## EXERCISE:
In the records below, find the line holding "3l9 9-9 9-9-9zM9" and the line holding "4h4l2 5-3 2q2". Set down both, with every line between them, exactly.

Collected data:
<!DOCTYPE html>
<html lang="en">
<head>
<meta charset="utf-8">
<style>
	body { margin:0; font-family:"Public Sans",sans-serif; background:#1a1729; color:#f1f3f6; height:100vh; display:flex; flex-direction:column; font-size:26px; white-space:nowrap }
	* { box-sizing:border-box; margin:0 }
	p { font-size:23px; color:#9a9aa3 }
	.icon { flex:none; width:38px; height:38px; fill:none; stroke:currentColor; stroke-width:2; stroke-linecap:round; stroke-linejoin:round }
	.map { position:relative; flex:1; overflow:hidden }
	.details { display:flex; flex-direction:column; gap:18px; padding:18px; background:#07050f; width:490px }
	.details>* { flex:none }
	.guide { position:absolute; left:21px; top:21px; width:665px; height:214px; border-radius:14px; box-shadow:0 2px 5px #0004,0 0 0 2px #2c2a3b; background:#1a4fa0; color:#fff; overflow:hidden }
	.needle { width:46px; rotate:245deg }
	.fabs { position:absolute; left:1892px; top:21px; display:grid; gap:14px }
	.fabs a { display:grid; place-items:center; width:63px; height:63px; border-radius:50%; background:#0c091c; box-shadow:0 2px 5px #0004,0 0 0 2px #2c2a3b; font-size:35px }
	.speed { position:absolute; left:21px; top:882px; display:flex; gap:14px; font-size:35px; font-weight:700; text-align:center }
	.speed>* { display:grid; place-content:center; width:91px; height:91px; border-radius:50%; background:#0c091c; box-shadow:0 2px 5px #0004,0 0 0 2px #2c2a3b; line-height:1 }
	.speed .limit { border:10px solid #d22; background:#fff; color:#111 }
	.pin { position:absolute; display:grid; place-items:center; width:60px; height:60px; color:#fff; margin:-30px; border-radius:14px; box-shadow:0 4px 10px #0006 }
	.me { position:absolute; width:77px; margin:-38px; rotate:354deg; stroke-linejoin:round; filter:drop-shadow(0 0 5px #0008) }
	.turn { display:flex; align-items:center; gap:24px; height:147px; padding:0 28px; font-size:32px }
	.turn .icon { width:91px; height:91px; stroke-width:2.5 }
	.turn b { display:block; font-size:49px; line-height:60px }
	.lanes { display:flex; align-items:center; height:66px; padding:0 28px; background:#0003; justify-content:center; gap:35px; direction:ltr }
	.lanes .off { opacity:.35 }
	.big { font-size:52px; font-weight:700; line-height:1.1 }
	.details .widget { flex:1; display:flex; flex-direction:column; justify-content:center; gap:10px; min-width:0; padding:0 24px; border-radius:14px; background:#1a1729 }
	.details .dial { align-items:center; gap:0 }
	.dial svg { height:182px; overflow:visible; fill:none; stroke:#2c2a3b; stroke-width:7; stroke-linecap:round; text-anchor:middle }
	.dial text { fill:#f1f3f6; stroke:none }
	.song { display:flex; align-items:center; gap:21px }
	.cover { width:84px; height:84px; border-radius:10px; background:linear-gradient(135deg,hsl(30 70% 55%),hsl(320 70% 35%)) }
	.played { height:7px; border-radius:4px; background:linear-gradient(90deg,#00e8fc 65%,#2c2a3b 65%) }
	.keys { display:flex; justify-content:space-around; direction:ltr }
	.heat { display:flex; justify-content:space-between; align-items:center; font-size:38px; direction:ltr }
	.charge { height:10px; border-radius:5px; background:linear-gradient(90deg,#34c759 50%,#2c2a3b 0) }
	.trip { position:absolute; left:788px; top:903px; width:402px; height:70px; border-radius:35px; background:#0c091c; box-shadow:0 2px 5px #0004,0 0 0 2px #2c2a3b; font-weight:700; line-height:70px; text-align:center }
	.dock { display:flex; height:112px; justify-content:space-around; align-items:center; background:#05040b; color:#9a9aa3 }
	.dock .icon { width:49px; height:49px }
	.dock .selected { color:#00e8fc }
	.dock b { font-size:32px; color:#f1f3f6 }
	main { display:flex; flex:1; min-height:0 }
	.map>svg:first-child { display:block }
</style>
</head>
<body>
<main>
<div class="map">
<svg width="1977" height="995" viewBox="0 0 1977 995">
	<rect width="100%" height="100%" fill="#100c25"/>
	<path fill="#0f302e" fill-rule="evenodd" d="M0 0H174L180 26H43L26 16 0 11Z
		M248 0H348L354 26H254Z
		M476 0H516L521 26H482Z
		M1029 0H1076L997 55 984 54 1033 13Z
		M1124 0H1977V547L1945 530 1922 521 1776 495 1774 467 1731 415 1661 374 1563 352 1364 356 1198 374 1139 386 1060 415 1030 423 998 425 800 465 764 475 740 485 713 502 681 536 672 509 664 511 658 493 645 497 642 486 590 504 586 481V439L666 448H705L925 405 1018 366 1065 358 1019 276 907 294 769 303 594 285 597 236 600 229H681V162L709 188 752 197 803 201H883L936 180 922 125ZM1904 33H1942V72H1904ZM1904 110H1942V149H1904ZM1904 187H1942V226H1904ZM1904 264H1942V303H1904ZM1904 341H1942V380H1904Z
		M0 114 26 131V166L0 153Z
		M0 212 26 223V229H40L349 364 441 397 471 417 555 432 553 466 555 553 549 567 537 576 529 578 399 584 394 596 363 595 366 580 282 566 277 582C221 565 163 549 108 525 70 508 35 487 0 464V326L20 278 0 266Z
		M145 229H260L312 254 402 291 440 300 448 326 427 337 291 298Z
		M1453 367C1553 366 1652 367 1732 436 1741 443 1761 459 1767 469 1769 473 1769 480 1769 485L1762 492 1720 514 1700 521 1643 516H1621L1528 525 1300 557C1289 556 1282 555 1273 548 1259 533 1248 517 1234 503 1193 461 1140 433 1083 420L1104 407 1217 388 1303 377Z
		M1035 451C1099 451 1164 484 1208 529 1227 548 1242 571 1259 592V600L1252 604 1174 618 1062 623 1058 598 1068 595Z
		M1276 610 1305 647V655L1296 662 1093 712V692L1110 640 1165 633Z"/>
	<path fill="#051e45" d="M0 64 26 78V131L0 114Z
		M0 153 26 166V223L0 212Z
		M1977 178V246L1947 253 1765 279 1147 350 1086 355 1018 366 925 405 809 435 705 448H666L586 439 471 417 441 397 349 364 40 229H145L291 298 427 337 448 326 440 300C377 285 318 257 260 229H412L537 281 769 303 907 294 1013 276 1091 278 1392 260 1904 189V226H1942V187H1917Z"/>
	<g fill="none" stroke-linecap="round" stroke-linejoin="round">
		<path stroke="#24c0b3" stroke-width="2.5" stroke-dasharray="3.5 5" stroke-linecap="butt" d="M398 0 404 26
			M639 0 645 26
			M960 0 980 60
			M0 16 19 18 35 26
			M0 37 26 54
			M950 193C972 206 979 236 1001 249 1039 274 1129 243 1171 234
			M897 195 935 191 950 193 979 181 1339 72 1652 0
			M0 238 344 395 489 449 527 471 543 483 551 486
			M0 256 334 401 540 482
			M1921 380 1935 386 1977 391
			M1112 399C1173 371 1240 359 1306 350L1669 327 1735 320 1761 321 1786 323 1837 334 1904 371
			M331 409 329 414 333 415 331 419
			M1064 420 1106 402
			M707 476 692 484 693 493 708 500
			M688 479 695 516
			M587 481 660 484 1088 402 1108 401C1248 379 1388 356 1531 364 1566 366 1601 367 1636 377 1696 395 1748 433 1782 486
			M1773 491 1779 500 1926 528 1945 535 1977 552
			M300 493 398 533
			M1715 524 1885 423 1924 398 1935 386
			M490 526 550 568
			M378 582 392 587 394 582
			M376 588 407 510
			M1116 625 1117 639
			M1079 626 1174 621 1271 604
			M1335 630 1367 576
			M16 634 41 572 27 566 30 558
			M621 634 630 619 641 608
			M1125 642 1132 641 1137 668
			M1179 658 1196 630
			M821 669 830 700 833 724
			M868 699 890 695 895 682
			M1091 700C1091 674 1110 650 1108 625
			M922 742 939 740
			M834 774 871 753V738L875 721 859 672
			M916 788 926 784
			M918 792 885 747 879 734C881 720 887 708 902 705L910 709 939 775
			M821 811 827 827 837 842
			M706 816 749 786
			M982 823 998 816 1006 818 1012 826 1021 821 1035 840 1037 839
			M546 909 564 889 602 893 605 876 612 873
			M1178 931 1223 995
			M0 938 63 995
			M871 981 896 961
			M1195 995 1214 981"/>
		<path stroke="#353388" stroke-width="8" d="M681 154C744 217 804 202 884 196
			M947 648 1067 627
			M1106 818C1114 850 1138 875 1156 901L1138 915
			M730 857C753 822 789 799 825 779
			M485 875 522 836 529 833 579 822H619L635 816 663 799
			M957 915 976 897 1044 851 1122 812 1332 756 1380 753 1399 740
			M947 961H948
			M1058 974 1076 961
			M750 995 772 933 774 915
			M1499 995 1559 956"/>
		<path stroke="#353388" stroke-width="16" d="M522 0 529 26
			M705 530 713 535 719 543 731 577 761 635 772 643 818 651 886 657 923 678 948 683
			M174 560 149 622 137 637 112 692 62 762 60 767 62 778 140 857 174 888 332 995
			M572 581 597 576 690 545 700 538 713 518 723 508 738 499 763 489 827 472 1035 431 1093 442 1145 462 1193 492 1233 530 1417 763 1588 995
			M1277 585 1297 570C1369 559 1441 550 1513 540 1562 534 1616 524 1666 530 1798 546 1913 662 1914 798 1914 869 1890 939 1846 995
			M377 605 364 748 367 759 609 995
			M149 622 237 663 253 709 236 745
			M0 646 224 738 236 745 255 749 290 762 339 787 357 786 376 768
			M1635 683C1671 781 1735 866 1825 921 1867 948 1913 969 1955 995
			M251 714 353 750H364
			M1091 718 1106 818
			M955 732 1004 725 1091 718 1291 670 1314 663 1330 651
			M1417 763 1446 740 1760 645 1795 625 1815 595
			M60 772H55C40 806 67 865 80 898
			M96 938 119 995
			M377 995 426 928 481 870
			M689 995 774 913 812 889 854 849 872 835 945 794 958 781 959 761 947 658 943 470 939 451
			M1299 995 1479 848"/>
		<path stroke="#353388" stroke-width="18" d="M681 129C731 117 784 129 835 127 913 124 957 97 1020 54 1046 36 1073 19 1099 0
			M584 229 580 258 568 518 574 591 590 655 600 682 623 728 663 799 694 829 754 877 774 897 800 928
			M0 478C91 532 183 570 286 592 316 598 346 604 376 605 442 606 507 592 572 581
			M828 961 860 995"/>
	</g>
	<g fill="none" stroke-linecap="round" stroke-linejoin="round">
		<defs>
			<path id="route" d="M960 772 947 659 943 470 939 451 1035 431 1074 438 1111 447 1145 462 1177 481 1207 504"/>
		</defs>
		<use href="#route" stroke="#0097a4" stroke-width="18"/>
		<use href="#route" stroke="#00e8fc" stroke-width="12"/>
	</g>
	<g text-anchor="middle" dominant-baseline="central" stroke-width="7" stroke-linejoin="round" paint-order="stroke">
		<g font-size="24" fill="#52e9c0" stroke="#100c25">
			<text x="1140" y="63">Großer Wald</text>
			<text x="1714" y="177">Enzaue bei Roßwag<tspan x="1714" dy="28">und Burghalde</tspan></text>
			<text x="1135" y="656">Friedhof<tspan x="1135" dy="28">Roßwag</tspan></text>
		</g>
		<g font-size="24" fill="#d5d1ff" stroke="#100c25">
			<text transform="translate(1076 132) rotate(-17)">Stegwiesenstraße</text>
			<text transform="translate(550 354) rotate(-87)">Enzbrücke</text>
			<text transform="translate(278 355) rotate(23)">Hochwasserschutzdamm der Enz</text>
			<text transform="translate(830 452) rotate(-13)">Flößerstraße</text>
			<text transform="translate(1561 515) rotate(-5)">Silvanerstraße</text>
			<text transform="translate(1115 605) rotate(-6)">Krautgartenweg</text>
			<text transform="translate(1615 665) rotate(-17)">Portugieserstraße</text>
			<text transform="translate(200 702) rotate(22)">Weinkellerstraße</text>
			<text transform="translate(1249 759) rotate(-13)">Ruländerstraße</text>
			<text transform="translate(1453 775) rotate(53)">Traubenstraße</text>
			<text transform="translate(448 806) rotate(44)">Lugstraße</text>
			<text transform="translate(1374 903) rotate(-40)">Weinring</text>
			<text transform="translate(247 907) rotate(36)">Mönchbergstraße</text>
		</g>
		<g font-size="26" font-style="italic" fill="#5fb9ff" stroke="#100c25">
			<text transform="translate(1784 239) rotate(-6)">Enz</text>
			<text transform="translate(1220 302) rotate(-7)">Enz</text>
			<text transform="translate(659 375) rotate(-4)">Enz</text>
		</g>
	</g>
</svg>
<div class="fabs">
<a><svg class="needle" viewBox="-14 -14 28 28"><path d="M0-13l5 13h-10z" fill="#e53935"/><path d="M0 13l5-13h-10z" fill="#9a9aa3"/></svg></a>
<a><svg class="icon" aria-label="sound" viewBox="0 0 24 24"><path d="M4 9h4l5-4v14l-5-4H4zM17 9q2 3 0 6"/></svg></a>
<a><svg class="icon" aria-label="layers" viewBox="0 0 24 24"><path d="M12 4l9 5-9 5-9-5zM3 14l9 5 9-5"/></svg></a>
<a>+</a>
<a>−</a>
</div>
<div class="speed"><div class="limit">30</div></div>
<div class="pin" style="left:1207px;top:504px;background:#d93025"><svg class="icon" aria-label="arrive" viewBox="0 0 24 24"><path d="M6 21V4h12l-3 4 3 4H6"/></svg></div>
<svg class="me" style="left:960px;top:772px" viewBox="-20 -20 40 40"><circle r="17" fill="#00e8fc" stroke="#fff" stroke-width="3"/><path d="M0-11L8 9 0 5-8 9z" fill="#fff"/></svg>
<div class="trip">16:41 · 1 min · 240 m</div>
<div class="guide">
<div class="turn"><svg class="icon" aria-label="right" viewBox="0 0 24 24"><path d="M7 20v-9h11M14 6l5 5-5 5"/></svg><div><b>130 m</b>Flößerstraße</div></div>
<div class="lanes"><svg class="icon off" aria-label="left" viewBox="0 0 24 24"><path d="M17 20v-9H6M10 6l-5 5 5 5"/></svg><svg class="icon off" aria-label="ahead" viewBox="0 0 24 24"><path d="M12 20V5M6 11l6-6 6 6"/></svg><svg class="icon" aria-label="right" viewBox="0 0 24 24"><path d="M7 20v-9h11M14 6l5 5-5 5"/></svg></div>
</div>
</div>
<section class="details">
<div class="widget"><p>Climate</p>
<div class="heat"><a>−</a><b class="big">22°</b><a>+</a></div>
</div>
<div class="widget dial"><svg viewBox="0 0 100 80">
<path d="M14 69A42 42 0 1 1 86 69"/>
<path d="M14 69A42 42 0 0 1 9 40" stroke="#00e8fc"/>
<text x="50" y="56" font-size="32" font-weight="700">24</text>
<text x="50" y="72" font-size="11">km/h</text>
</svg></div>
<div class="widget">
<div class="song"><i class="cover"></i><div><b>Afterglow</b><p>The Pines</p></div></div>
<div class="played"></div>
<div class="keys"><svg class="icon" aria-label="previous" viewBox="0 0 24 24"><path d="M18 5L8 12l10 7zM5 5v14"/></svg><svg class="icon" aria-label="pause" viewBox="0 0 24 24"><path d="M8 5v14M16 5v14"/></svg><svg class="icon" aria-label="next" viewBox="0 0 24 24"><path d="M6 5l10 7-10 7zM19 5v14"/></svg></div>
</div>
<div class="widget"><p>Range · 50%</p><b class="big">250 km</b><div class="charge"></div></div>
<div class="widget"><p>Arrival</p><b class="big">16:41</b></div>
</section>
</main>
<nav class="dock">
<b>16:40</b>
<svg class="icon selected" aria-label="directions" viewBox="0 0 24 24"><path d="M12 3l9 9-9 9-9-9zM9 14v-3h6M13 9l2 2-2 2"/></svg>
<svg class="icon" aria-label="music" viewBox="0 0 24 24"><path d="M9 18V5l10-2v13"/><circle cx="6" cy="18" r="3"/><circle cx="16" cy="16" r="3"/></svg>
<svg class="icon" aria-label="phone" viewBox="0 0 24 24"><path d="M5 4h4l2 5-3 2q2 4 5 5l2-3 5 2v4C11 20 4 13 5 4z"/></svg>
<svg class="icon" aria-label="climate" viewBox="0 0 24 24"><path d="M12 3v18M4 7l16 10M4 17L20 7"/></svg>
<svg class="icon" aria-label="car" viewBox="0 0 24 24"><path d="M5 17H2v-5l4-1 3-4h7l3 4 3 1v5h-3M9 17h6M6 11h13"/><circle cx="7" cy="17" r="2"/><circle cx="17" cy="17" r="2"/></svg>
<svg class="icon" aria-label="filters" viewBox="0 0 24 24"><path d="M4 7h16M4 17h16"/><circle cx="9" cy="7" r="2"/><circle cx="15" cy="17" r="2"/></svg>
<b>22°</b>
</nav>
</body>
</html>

## SOLUTION TO THIS EXERCISE:
<svg class="icon selected" aria-label="directions" viewBox="0 0 24 24"><path d="M12 3l9 9-9 9-9-9zM9 14v-3h6M13 9l2 2-2 2"/></svg>
<svg class="icon" aria-label="music" viewBox="0 0 24 24"><path d="M9 18V5l10-2v13"/><circle cx="6" cy="18" r="3"/><circle cx="16" cy="16" r="3"/></svg>
<svg class="icon" aria-label="phone" viewBox="0 0 24 24"><path d="M5 4h4l2 5-3 2q2 4 5 5l2-3 5 2v4C11 20 4 13 5 4z"/></svg>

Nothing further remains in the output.